Solomon writes: ‘He who goes about as a talebearer reveals secrets, But he who is trustworthy conceals a matter‘ (Proverbs 11:13 NASB). SO, NO MATTER WHAT YOU KNOW ABOUT THEM, YOUR CHARACTER AS A CHRISTIAN OUGHT TO COMMISSION YOU TO CONCEAL THE MATTER! As believers, we possess “…the ministry of reconciliation.” (2 Corinthians 5:18) NOT THE MESSAGE OF REVENGE! Keep in mind: “While you are meditating revenge, THE DEVIL IS MEDITATING A RECRUIT.” (Francois de Malherbe). So are you going to be SAVED OR SATANIC? DIVINE OR DEMONIC? LIGHT OR DARK? YOU CAN’T HAVE IT BOTH WAYS! Paul makes that crystal clear: “…How can you make a partnership out of right and wrong? That’s not partnership; that’s war. Is light best friends with dark? Does Christ go strolling with the Devil? Do trust and mistrust hold hands? Who would think of setting up pagan idols in God’s holy Temple?…” (2 Corinthians 6:13-17 MSG). You can’t be Loving and Hateful, you need to make a choice. And just in case you need a little help, the Bible says: “Hatred stirs up trouble; love overlooks the wrongs that others do.” (Proverbs 10:12 CEV).  THAT ALONE SHOULD’VE TAKEN THE DIFFICULTY OUT OF YOUR DECISION!

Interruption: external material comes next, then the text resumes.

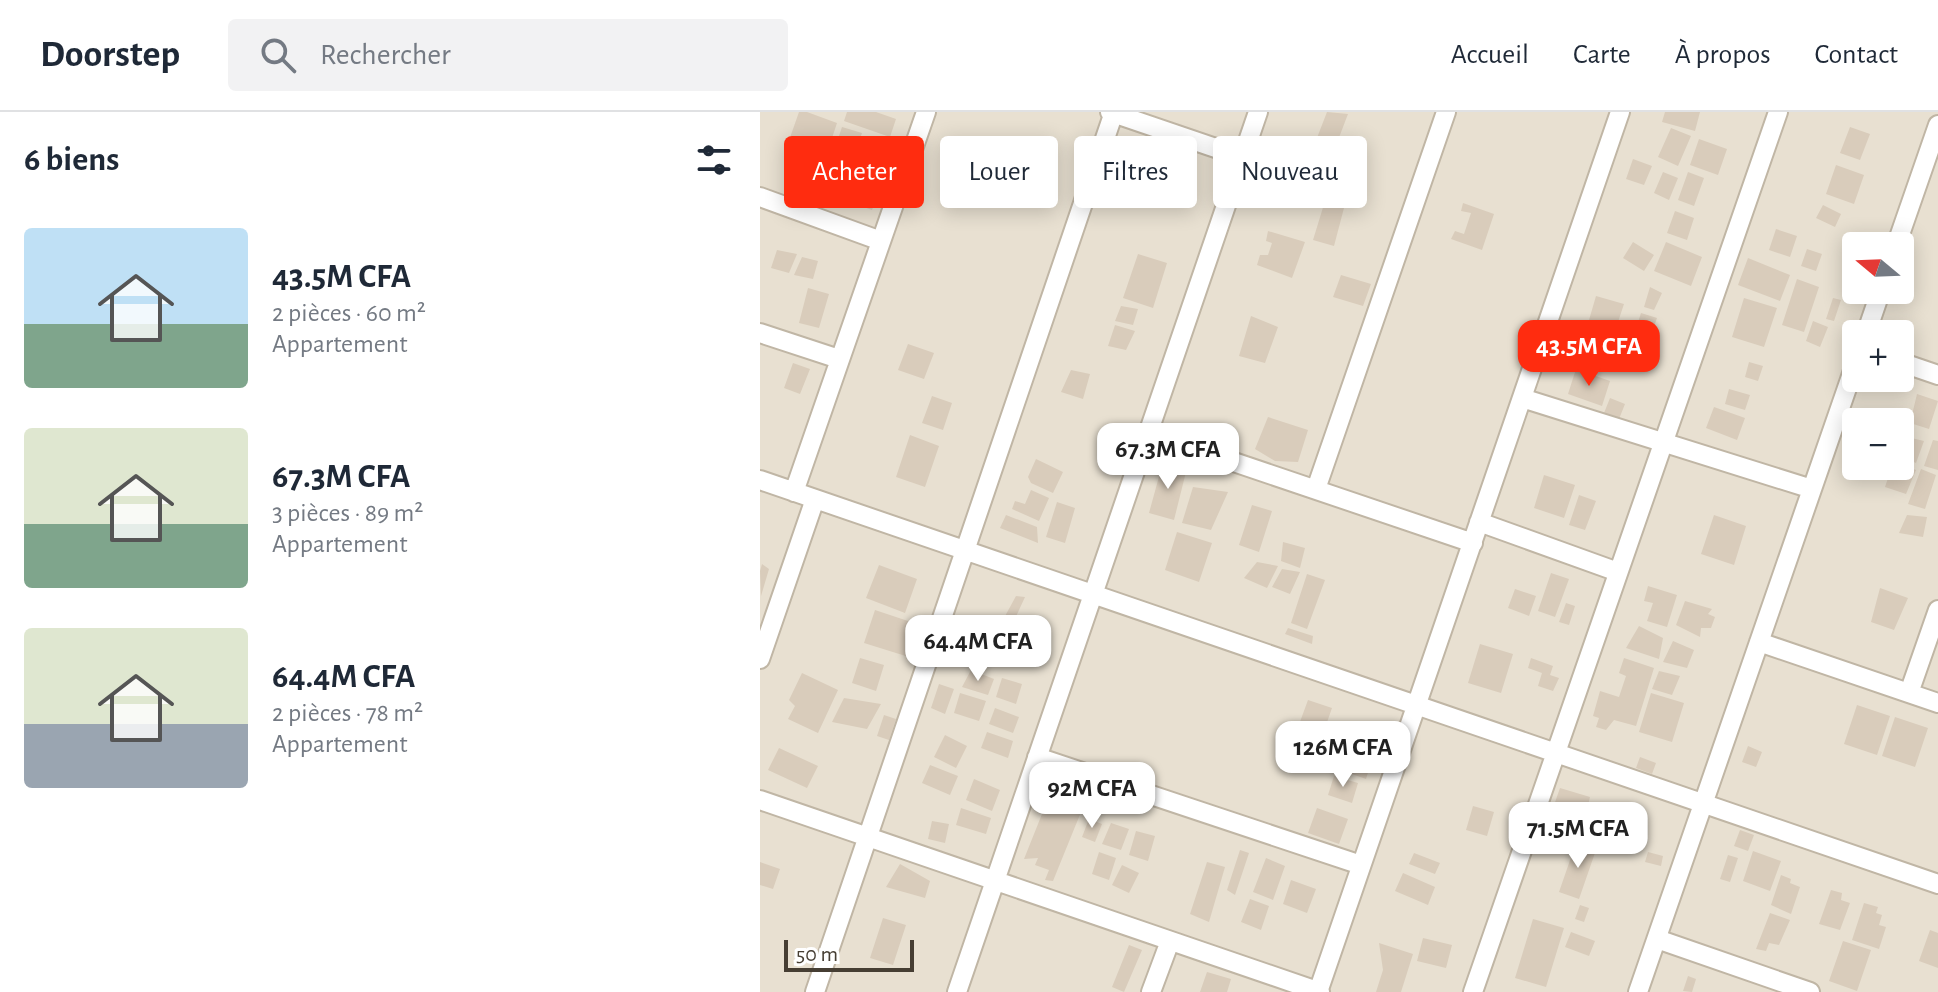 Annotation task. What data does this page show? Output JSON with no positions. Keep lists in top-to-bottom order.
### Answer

RULE #6—BE PART OF THE CLEAN UP CREW: We say, ‘They brought it on themselves. Let them get over it.They may have deserved it, but we can’t walk away and leave open wounds to become infected! We ‘Make a clean break with all cutting, backbiting, profane talk. Be gentle with one another, sensitive. Forgive one another as quickly and thoroughly as God in Christ forgave you.‘ (Ephesians 4:32 MSG). How did Christ forgive us? After we’d acknowledged, confessed and repented of our sins? No! The Bible says: ‘…when we were God’s enemies, we were reconciled to Him through the death of His Son…‘ (Romans 5:10 NIV). God took the initiative, so forgive, before the other person asks for forgiveness! And if you want to really show maturity, forgive them even if they Never ask for forgiveness! God didn’t allow you to remain His enemy for life (and He had good reason to); so show forth the same grace and mercy you receive and forgive them. Only then are you yourself forgiven, the wounds inflicted healed, and all parties records before God are expunged! Manage your anger before it causes you to act real Asinine (defined as “extremely stupid or foolish”)!

IN A NUTSHELL: TODAY IS A GOOD DAY TO OVERCOME ANGER!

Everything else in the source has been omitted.